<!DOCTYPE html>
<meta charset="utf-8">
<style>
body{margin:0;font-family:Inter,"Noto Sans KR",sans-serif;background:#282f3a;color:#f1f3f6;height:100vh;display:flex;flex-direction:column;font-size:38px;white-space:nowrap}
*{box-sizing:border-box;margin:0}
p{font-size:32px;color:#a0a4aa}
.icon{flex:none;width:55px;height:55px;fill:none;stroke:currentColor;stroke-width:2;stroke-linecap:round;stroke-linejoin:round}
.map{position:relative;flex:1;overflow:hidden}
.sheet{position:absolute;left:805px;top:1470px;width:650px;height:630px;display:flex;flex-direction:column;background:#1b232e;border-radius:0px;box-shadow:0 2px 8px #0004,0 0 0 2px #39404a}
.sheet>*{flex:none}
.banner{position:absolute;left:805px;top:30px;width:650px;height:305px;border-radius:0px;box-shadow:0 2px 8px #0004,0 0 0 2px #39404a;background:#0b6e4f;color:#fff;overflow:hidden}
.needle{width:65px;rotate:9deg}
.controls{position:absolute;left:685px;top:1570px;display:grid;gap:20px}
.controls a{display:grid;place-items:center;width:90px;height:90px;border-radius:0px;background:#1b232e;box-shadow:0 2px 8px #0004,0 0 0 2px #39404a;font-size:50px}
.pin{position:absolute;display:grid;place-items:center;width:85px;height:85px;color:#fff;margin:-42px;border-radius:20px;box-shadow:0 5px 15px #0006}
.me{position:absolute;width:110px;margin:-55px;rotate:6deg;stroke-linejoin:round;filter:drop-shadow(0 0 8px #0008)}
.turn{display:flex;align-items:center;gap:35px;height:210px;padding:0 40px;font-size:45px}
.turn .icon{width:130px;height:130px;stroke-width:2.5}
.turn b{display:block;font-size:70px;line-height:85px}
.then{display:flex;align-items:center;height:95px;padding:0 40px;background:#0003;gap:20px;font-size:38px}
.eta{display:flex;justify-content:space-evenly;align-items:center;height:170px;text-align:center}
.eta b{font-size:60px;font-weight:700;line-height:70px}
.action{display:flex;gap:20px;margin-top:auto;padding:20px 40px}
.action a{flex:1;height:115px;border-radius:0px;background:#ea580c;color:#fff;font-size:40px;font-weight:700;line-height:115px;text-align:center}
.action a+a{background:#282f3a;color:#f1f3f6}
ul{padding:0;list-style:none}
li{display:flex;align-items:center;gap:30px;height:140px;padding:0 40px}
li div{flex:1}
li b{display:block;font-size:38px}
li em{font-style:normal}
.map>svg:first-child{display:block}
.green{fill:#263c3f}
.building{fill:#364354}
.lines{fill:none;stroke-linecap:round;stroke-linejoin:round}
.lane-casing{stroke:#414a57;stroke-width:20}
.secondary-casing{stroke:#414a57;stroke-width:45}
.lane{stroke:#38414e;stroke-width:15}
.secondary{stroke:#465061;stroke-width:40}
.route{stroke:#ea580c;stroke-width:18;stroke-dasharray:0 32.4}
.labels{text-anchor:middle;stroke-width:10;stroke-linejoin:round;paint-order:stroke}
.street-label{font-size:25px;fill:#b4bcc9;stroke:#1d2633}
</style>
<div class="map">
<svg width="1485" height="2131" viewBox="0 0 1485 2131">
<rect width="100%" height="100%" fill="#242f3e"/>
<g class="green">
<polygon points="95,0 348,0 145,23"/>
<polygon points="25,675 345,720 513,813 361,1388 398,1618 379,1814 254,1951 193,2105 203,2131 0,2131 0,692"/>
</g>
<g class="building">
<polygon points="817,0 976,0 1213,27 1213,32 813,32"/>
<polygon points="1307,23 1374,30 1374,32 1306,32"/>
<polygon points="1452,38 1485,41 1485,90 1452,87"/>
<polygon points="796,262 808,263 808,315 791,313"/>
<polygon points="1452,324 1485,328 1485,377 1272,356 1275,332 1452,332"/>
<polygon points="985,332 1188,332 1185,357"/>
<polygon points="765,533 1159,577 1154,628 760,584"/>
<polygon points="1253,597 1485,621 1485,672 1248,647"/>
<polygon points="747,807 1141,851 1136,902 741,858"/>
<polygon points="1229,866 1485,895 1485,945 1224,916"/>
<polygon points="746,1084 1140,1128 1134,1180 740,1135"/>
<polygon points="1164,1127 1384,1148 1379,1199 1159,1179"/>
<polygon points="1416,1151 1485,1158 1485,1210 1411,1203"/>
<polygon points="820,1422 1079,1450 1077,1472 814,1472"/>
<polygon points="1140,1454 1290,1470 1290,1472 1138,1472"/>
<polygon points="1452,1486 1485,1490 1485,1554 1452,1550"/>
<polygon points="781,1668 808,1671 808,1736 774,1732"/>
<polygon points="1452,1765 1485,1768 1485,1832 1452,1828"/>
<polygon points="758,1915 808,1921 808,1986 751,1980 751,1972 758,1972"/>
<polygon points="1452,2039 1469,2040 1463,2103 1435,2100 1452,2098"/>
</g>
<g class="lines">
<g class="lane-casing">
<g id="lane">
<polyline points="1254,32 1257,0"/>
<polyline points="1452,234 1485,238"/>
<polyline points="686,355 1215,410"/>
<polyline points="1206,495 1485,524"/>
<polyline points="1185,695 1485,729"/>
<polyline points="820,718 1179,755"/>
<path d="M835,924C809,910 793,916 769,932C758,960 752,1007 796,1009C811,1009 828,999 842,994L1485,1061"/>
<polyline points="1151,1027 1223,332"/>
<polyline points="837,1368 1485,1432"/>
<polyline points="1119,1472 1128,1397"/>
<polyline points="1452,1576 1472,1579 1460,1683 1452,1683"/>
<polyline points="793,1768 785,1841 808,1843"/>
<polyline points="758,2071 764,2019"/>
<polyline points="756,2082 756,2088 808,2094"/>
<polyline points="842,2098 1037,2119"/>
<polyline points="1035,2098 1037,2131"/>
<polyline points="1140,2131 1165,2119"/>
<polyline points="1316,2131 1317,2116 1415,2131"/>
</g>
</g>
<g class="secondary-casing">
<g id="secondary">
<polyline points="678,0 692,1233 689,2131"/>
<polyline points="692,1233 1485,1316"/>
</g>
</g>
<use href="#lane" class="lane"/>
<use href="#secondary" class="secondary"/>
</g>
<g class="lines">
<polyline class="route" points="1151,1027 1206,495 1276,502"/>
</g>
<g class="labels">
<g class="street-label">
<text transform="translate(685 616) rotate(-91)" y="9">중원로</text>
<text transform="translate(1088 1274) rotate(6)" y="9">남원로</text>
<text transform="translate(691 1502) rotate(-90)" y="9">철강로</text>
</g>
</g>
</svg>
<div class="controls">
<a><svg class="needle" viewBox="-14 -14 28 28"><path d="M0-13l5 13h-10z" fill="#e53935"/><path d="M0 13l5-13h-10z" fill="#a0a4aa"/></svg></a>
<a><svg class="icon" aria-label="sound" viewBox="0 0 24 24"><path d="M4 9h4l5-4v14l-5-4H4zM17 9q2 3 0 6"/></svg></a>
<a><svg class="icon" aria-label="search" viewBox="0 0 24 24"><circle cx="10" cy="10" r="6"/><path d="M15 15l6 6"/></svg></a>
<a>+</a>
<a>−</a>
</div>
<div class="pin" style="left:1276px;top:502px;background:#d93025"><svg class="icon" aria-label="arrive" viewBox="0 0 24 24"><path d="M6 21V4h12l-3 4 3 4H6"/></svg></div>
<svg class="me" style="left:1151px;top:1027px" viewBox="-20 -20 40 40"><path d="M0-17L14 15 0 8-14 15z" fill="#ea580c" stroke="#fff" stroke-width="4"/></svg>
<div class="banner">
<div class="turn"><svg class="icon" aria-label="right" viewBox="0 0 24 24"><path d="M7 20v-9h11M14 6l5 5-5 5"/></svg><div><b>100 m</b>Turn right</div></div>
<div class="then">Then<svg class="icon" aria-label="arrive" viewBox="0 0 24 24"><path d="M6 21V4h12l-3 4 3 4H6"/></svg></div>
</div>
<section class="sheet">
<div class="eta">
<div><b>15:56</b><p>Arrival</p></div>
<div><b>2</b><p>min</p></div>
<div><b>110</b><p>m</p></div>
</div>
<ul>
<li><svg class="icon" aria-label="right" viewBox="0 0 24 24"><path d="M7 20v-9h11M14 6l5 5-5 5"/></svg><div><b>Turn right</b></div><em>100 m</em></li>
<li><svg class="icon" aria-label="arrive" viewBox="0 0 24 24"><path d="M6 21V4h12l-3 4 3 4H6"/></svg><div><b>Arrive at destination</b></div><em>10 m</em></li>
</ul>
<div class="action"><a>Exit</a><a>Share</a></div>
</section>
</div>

Requirement: Copy every line of the listing containing the string "none".

Solution for this exercise:
.icon{flex:none;width:55px;height:55px;fill:none;stroke:currentColor;stroke-width:2;stroke-linecap:round;stroke-linejoin:round}
.sheet>*{flex:none}
ul{padding:0;list-style:none}
.lines{fill:none;stroke-linecap:round;stroke-linejoin:round}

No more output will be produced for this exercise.